- [Task inputs]

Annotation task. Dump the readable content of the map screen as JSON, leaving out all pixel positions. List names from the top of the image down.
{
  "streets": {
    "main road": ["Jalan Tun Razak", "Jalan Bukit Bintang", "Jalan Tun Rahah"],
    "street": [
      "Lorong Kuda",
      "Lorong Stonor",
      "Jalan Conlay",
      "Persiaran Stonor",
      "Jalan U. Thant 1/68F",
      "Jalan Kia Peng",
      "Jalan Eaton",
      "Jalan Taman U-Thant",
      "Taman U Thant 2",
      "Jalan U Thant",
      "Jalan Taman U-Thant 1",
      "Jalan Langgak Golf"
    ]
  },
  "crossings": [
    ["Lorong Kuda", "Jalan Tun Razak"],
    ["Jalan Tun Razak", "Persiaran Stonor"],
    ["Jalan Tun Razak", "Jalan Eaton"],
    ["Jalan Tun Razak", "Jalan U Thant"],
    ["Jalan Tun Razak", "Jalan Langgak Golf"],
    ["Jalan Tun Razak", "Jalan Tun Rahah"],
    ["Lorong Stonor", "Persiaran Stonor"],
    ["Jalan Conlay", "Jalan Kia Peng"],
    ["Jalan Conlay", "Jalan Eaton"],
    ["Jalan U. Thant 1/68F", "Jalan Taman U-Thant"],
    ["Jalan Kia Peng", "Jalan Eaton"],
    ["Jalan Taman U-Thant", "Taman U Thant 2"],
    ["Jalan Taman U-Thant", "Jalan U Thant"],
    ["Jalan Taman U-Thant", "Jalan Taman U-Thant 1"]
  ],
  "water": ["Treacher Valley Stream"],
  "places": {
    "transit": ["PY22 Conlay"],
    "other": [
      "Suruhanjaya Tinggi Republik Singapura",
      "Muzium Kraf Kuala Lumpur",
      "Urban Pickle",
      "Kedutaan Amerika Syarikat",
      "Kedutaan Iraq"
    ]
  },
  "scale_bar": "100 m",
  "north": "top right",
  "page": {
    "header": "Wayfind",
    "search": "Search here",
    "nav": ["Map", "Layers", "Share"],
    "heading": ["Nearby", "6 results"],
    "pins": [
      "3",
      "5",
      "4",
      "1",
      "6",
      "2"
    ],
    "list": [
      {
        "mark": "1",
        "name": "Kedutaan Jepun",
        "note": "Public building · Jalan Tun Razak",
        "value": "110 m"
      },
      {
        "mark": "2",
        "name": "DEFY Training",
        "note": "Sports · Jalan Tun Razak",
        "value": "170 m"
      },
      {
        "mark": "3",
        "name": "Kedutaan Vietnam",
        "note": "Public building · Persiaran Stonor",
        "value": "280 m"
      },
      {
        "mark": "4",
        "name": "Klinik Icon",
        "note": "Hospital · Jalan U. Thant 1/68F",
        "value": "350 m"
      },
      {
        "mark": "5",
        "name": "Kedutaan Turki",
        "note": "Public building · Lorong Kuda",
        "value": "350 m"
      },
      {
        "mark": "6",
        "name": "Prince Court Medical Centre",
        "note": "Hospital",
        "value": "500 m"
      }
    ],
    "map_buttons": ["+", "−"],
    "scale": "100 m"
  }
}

- [Work task]
Restate each line of the records above without any deviation.

- [Written answer]
Annotation task. Dump the readable content of the map screen as JSON, leaving out all pixel positions. List names from the top of the image down.
{
  "streets": {
    "main road": ["Jalan Tun Razak", "Jalan Bukit Bintang", "Jalan Tun Rahah"],
    "street": [
      "Lorong Kuda",
      "Lorong Stonor",
      "Jalan Conlay",
      "Persiaran Stonor",
      "Jalan U. Thant 1/68F",
      "Jalan Kia Peng",
      "Jalan Eaton",
      "Jalan Taman U-Thant",
      "Taman U Thant 2",
      "Jalan U Thant",
      "Jalan Taman U-Thant 1",
      "Jalan Langgak Golf"
    ]
  },
  "crossings": [
    ["Lorong Kuda", "Jalan Tun Razak"],
    ["Jalan Tun Razak", "Persiaran Stonor"],
    ["Jalan Tun Razak", "Jalan Eaton"],
    ["Jalan Tun Razak", "Jalan U Thant"],
    ["Jalan Tun Razak", "Jalan Langgak Golf"],
    ["Jalan Tun Razak", "Jalan Tun Rahah"],
    ["Lorong Stonor", "Persiaran Stonor"],
    ["Jalan Conlay", "Jalan Kia Peng"],
    ["Jalan Conlay", "Jalan Eaton"],
    ["Jalan U. Thant 1/68F", "Jalan Taman U-Thant"],
    ["Jalan Kia Peng", "Jalan Eaton"],
    ["Jalan Taman U-Thant", "Taman U Thant 2"],
    ["Jalan Taman U-Thant", "Jalan U Thant"],
    ["Jalan Taman U-Thant", "Jalan Taman U-Thant 1"]
  ],
  "water": ["Treacher Valley Stream"],
  "places": {
    "transit": ["PY22 Conlay"],
    "other": [
      "Suruhanjaya Tinggi Republik Singapura",
      "Muzium Kraf Kuala Lumpur",
      "Urban Pickle",
      "Kedutaan Amerika Syarikat",
      "Kedutaan Iraq"
    ]
  },
  "scale_bar": "100 m",
  "north": "top right",
  "page": {
    "header": "Wayfind",
    "search": "Search here",
    "nav": ["Map", "Layers", "Share"],
    "heading": ["Nearby", "6 results"],
    "pins": [
      "3",
      "5",
      "4",
      "1",
      "6",
      "2"
    ],
    "list": [
      {
        "mark": "1",
        "name": "Kedutaan Jepun",
        "note": "Public building · Jalan Tun Razak",
        "value": "110 m"
      },
      {
        "mark": "2",
        "name": "DEFY Training",
        "note": "Sports · Jalan Tun Razak",
        "value": "170 m"
      },
      {
        "mark": "3",
        "name": "Kedutaan Vietnam",
        "note": "Public building · Persiaran Stonor",
        "value": "280 m"
      },
      {
        "mark": "4",
        "name": "Klinik Icon",
        "note": "Hospital · Jalan U. Thant 1/68F",
        "value": "350 m"
      },
      {
        "mark": "5",
        "name": "Kedutaan Turki",
        "note": "Public building · Lorong Kuda",
        "value": "350 m"
      },
      {
        "mark": "6",
        "name": "Prince Court Medical Centre",
        "note": "Hospital",
        "value": "500 m"
      }
    ],
    "map_buttons": ["+", "−"],
    "scale": "100 m"
  }
}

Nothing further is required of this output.